> _Task statement_: Give back a single number: the count of lines in the data that contain the string "weight".

Data for this exercise: Begin

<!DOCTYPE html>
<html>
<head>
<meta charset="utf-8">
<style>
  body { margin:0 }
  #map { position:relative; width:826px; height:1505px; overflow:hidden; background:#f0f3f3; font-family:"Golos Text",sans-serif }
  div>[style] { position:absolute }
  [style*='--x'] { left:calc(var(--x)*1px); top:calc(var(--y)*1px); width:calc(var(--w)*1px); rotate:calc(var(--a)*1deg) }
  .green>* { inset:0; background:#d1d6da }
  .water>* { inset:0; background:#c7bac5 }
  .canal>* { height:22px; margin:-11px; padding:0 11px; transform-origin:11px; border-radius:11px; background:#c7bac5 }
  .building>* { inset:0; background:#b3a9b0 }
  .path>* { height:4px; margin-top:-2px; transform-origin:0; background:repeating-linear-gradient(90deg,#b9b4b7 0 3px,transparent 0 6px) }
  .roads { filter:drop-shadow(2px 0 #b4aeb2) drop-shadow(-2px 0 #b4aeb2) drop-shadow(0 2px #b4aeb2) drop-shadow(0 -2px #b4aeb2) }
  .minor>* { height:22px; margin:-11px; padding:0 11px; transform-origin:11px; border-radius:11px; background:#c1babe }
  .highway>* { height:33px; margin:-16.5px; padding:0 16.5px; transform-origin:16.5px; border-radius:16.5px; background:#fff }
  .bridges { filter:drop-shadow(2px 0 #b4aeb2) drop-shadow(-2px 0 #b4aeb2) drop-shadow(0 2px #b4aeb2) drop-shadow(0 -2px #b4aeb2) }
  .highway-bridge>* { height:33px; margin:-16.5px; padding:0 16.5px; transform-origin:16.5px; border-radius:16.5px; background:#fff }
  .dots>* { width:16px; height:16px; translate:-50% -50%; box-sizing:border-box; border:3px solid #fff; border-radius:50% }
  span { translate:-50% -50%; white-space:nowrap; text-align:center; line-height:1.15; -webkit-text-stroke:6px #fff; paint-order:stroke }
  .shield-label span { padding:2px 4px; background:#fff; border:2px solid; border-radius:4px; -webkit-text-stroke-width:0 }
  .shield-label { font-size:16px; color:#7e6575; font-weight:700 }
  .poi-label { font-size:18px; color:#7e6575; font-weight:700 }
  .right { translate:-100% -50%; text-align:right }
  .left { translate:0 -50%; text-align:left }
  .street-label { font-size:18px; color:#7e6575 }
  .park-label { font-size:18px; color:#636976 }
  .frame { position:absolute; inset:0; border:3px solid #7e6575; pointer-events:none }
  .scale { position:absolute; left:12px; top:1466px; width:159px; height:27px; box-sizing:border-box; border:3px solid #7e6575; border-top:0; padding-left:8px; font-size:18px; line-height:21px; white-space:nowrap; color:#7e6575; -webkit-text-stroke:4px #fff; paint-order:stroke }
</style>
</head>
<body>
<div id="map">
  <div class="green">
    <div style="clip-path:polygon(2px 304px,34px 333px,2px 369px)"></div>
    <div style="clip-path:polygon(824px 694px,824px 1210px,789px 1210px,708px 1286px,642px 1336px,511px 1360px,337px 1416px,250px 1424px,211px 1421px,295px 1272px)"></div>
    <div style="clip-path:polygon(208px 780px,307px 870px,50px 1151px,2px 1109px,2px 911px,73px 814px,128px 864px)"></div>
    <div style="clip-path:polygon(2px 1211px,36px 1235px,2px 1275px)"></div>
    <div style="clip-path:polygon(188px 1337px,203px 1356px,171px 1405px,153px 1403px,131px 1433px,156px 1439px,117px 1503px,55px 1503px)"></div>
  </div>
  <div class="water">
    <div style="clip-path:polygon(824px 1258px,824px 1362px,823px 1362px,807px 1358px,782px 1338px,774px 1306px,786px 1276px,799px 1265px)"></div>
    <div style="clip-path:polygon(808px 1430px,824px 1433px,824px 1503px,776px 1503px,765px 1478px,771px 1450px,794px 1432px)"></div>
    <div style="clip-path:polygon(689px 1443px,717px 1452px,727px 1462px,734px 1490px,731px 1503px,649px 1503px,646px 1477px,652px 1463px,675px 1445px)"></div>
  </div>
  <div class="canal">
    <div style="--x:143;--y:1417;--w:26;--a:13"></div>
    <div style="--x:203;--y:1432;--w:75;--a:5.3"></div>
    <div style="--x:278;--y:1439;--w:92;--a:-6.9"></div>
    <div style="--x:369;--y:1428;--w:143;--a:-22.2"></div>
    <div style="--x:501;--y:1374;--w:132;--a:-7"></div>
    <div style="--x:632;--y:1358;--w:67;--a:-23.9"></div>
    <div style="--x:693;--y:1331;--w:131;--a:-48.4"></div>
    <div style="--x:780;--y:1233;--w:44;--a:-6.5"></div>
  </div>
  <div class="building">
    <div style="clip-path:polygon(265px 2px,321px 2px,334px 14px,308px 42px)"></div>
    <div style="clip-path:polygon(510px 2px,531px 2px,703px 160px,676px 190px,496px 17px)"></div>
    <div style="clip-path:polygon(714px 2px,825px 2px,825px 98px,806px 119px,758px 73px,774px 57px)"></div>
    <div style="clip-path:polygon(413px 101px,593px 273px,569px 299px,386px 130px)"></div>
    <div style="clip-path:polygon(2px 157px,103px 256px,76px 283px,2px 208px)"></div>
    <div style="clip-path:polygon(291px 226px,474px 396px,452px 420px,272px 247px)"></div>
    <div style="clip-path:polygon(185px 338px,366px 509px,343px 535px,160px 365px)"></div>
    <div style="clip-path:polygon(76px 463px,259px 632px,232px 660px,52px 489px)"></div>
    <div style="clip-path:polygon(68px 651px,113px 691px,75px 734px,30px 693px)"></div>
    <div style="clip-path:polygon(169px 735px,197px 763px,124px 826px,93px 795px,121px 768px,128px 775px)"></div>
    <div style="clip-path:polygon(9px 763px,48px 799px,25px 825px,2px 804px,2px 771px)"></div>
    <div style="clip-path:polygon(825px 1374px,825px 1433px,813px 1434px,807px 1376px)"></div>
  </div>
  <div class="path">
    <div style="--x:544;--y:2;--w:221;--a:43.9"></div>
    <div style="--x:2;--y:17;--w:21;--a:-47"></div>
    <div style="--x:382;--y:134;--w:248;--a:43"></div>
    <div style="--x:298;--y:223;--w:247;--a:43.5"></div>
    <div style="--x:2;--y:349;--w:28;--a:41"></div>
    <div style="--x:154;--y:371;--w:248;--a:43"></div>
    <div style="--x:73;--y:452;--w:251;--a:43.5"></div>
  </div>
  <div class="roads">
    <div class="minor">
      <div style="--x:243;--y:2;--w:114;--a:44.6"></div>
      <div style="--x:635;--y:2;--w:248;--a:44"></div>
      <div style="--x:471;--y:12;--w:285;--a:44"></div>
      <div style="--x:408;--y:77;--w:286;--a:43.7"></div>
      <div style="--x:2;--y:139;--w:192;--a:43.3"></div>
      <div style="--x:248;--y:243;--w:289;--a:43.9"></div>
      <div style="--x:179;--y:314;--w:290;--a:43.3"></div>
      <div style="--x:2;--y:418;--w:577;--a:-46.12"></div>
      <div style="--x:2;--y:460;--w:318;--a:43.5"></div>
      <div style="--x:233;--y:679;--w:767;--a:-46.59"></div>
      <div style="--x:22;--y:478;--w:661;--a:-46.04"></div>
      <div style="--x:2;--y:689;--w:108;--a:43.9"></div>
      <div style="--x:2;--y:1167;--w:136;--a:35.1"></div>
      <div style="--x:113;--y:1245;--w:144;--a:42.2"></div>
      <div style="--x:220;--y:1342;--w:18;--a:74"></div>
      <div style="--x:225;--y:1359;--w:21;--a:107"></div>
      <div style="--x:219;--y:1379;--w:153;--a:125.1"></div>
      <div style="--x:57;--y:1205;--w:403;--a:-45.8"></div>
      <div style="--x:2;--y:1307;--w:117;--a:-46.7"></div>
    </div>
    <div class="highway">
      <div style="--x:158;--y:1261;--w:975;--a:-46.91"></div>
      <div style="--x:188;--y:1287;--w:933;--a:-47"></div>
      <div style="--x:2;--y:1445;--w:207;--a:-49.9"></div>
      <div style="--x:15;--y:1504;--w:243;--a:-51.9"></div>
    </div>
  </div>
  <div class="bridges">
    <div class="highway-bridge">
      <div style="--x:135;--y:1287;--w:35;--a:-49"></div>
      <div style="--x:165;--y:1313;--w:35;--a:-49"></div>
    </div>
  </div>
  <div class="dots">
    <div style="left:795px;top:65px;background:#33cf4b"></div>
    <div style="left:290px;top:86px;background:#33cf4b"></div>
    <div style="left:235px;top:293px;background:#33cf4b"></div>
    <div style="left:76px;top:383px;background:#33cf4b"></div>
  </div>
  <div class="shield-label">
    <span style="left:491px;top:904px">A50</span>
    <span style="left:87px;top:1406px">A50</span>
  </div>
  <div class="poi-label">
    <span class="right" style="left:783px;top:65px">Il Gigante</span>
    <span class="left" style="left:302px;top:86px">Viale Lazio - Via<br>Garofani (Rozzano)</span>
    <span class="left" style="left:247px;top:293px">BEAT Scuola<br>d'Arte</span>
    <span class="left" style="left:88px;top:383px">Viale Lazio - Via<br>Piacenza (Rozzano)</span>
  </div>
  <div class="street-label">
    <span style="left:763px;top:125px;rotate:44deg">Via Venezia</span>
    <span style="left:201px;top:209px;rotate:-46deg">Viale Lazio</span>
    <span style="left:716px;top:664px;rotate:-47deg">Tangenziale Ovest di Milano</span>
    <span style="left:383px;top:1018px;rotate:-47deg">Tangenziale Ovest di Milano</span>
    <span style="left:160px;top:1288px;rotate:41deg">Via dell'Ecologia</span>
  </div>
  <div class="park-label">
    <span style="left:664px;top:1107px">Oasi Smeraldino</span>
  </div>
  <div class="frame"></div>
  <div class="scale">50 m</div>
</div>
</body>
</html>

Data for this exercise: End

> _Result_: 2